Late last year, David Cameron announced a “work for your benefits” scheme as a means of getting as many people as possible off the dole. The controversial scheme requires those on Job seekers allowance to work for 30 hours a week over 6 months without pay or a guarantee of a Job. Even worse, should someone refuse to comply they would be stripped off their Job seekers allowance(JSA) which is an essential means of keeping afloat for many.
While the Prime Minister and his supporters claim the scheme gets people into the practice of working, many believe that it’s simply exploitative. Among those who share this view is Public Interest Lawyer; Jim Duffy,
“Forcing jobseekers to work for free may benefit big business but does nothing to break the cycle of unemployment and poverty. Instead it amounts to exploitation, decided at the whim of a Jobcentre Plus adviser.”
The likes of Tesco, Asda, Argos and other major brands have taken on staff via “work for benefit” programmes and it seems as though these workers also share Mr Duffy’s sentiment.
22 year old Cait Reilly who graduated from University last year with a degree In Geology spent 3 weeks working for Poundland as part of the program. She told reporters that she felt as though she was being used as “free labour, especially in the run-up to Christmas”. Nonetheless, she claims that it was necessary as without her JSA she would have “literally nothing”.
24 year old James Moorehead, who has a degree in Computer games programming, had a similar experience at Maplin where he spent 8 weeks stacking shelves and taking deliveries;
“While I understand the need to gain experience to get a job I think the whole idea of unpaid placements like this are unfair,”he said.
“We’re doing the same amount of hours and work as actual employees and temp staff are doing, and we’re doing it just as well and there is no guarantee of a job at the end of it, meaning it could potentially be all for nothing.”
A number of the brands participating in the scheme have now pulled out, with several claiming that they believed that the scheme was voluntary. These include Waterstones, Sainsbury and Poundland however others such as Tesco have yet to follow suite.
Ms Reily(mentioned above) has filled a case against the Department for Work and Pensions(DWP) who are responsible for the programme on the grounds that it violates human rights.
Article 4 of the Human right act states; “No one shall be required to perform forced or compulsory labor.”
However, the DWP have made it clear that they intend to fight the case and employment minister Chris Grayling released a defiant statement in response;
“The idea that providing work experience for unemployed young people is some kind of forced labor is utterly and completely absurd.”
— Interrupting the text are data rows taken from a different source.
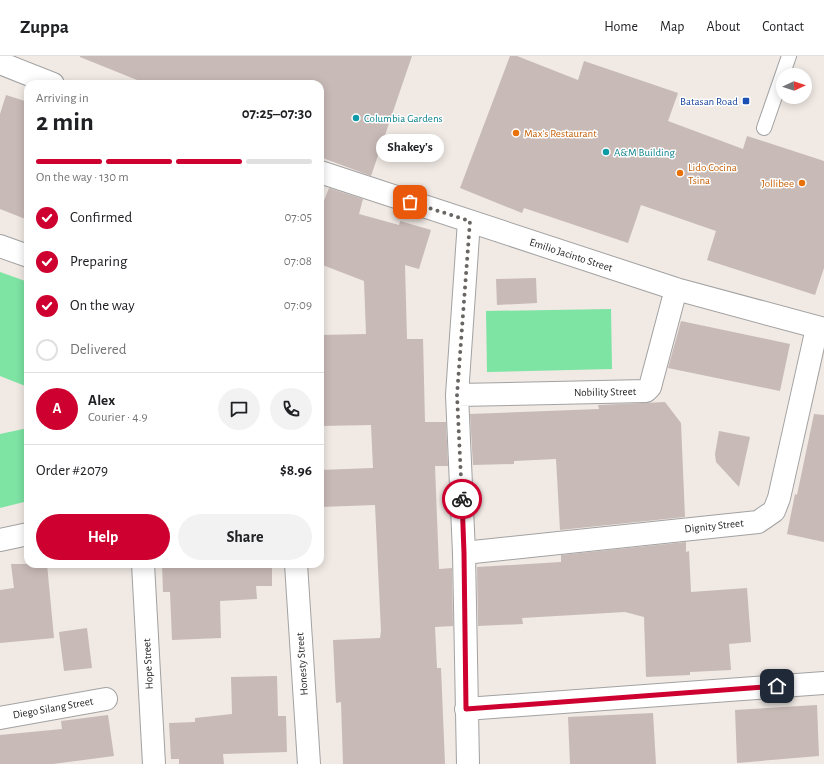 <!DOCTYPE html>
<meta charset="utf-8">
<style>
:root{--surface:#fff;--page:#f2f2f2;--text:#202124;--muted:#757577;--line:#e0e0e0;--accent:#cd0030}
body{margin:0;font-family:"Alegreya Sans",sans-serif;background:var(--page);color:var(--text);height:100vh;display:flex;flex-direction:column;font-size:15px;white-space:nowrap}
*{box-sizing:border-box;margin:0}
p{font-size:13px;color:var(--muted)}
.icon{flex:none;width:22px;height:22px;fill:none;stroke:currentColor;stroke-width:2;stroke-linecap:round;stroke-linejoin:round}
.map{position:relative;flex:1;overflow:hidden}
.drawer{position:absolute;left:24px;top:24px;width:300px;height:488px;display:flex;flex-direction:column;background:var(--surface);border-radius:12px;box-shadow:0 2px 10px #0003}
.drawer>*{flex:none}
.needle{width:26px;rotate:87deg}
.buttons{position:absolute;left:776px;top:12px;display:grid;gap:8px}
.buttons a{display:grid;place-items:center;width:36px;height:36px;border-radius:50%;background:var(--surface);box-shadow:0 2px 10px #0003;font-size:20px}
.pin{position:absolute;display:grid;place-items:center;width:34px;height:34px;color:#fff;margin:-17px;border-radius:8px;box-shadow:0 2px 6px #0006}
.courier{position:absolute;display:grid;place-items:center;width:40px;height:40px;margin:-20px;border:3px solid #cd0030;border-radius:50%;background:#fff;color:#222;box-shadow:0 1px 5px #0007}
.bubble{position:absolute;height:28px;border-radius:14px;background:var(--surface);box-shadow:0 2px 10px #0003;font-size:13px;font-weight:600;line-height:28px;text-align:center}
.head em{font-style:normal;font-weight:600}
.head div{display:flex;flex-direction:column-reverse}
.head{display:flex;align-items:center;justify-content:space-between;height:68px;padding:0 12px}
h1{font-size:26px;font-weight:600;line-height:30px}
.bar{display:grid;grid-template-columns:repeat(4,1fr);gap:6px 4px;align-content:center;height:48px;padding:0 12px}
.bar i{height:5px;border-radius:3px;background:var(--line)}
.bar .selected{background:var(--accent)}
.bar p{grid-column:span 4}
.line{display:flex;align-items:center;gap:10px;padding:0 12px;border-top:1px solid var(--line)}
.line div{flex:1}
.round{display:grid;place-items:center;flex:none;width:42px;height:42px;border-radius:21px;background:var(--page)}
ol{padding:0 12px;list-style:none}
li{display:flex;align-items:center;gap:12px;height:44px}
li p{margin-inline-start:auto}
li .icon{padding:4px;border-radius:50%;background:var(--accent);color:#fff;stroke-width:4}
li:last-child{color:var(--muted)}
li i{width:22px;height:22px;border:2px solid var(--line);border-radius:50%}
.button{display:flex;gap:8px;margin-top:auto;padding:8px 12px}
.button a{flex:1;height:46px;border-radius:24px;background:var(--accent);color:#fff;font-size:16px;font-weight:600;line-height:46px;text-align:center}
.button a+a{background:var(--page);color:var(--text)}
header{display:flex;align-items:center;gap:24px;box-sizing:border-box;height:56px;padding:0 20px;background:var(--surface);border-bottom:1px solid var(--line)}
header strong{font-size:19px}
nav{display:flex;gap:22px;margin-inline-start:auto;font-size:14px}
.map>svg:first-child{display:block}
.pitch{fill:#7de4a4}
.building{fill:#c8bab7}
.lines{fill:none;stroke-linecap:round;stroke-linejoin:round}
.lane-casing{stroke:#a2a2a2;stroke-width:16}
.street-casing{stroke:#a2a2a2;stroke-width:24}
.lane{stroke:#fff;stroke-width:14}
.street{stroke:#fff;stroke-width:22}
.done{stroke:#686563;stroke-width:4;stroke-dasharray:0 7.2}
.route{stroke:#cd0030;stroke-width:5}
.transit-dot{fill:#1a4fb4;stroke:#fff;stroke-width:1.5}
.culture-dot{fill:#0f9aa8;stroke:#fff;stroke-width:1.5}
.food-dot{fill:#e8710a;stroke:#fff;stroke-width:1.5}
.labels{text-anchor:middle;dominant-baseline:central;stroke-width:3;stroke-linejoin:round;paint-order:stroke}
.transit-label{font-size:11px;fill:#164399;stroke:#fff;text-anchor:end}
.culture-label{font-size:11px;fill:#0d838f;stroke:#fff;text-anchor:start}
.food-label{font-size:11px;fill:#c56008;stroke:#fff;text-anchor:start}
.street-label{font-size:11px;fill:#1e1e1e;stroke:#fff}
</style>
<header>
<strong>Zuppa</strong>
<nav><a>Home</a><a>Map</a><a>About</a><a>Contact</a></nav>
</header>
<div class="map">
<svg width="824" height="708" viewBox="0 0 824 708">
<rect width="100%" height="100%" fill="#f0e9e4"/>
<path class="pitch" d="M 0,216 L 28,226 L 28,331 L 0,320 Z
M 611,253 L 612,313 L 487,316 L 486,255 Z
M 28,372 L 28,445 L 0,452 L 0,378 Z"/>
<path class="building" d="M 80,0 L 412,0 L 371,120 L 320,101 L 320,28 L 147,28 L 80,1 Z
M 510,0 L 517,0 L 578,24 L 584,5 L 678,37 L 668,65 L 743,93 L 747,80 L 824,105 L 824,212 L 815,239 L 707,204 L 716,175 L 641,149 L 628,187 L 524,152 L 522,157 L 460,132 Z
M 6,39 L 28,46 L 28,164 L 0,153 L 0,58 Z
M 329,132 L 363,143 L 359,158 L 399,169 L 400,165 L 431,174 L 419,213 L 405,209 L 407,283 L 423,283 L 425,366 L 446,366 L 448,410 L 435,410 L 439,513 L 452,512 L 453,570 L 435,571 L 437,612 L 441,612 L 445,708 L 343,708 L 341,646 L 336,647 L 333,584 L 380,582 L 381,575 L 375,449 L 320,451 L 320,414 L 373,412 L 371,369 L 320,370 L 320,279 L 366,278 L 364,225 L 320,208 L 320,155 Z
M 536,222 L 537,247 L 497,249 L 496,223 Z
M 681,265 L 790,288 L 780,335 L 668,312 Z
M 665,346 L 681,367 L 685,461 L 560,474 L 556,403 L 514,405 L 514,408 L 473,409 L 470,358 L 599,353 L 598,349 Z
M 814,358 L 824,359 L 824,486 L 787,478 L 795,438 L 797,439 Z
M 719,375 L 750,381 L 739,431 L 716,406 L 715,398 Z
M 686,486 L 686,496 L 689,495 L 691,536 L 747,532 L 751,586 L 729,588 L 731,614 L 690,616 L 690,619 L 646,621 L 644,561 L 625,556 L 522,562 L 523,568 L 478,570 L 477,511 L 561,506 L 561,499 Z
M 11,508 L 47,508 L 54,582 L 0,587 L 0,534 L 14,532 Z
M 162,508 L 272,508 L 272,530 L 256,530 L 257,543 L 220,545 L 221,582 L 172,584 L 170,536 L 163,536 Z
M 87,572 L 92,612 L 64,615 L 59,576 Z
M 277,620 L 278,660 L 286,660 L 287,696 L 223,698 L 224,708 L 179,708 L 179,703 L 171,703 L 169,667 L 195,666 L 195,662 L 232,658 L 231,621 Z
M 817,649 L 819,700 L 737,707 L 735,654 Z
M 653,657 L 656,708 L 570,708 L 568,661 Z
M 108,659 L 114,700 L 53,708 L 0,708 L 0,679 L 62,673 L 61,665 Z"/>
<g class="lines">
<g class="lane-casing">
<path id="lane" d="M 764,72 L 789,0"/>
</g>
<g class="street-casing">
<path id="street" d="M 0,7 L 53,28
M 320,116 L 676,233 L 824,273
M 0,190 L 28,200
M 457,339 L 646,335 L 650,331 L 676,233
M 0,484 L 28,478
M 464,497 L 758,466 L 774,455 L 779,442 L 817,272
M 143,508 L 154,708
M 296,508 L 309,708
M 466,653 L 824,627
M 0,662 L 106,643
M 468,708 L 464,497 L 457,339 L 469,165"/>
</g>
<use href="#lane" class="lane"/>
<use href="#street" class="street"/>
</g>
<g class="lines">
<path class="done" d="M 410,146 L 470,165 L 457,339 L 462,443"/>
<path class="route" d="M 462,443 L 464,497 L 466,653 L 777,630"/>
</g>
<rect class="transit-dot" x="742" y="41" width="8" height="8" rx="2"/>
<g class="culture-dot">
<circle cx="356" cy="62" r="4"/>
<circle cx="606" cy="96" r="4"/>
</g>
<g class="food-dot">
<circle cx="516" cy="77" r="4"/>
<circle cx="680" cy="117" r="4"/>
<circle cx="802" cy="127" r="4"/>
</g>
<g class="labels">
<g class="transit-label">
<text x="738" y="45">Batasan Road</text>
</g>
<g class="culture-label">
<text x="364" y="62">Columbia Gardens</text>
<text x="614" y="96">A&amp;M Building</text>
</g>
<g class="food-label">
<text x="524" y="77">Max's Restaurant</text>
<text x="688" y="111">Lido Cocina<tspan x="688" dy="13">Tsina</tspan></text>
<text x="794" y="127" text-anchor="end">Jollibee</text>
</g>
<g class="street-label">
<text transform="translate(571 199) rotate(18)">Emilio Jacinto Street</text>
<text transform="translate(605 336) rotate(-1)">Nobility Street</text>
<text transform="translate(714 470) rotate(-6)">Dignity Street</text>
<text transform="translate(148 608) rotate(-93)">Hope Street</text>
<text transform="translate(302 608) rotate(-94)">Honesty Street</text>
<text transform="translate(53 652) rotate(-10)">Diego Silang Street</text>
</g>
</g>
</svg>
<div class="buttons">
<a><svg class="needle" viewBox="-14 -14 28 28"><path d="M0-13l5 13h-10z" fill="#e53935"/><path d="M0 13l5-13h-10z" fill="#757577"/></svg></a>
</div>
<div class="pin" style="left:410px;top:146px;background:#ea580c"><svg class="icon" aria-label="bag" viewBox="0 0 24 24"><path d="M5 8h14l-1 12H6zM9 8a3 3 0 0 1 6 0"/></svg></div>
<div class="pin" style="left:777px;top:630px;background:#1f2937"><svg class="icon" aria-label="home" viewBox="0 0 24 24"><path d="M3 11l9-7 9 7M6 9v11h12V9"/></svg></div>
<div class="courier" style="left:462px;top:443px"><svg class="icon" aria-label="bike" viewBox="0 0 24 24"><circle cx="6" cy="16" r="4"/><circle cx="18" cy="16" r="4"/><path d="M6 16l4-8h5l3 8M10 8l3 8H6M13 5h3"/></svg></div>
<div class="bubble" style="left:376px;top:78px;width:68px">Shakey's</div>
<section class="drawer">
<div class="head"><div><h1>2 min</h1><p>Arriving in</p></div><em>07:25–07:30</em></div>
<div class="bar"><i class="selected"></i><i class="selected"></i><i class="selected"></i><i></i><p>On the way · 130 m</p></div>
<ol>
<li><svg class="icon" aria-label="check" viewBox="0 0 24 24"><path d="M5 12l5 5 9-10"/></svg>Confirmed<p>07:05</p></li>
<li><svg class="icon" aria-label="check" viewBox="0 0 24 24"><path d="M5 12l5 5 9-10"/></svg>Preparing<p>07:08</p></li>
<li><svg class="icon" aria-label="check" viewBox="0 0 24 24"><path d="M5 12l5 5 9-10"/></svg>On the way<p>07:09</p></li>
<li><i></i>Delivered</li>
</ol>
<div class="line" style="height:72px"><b class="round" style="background:var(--accent);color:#fff">A</b><div><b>Alex</b><p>Courier · 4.9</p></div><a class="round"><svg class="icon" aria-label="chat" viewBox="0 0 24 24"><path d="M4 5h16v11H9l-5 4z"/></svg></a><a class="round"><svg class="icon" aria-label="phone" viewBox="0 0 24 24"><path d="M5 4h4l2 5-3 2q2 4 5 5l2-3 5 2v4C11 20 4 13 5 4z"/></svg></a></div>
<div class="line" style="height:52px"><div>Order #2079</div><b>$8.96</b></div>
<div class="button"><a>Help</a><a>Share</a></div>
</section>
</div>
While it remains to be seen, whether these programmes will continue this fiasco can be considered yet another example of the great divide between politicians and the public. This scheme essentially punishes people unable to find employment under the assumption that they “lay-abouts” waiting on state hand-outs without any concern for their personal circumstances.
For all their big words and wonderfully crafted speeches, it’s becoming increasingly clear that Politicians are incapable of relating to the struggles of the general public.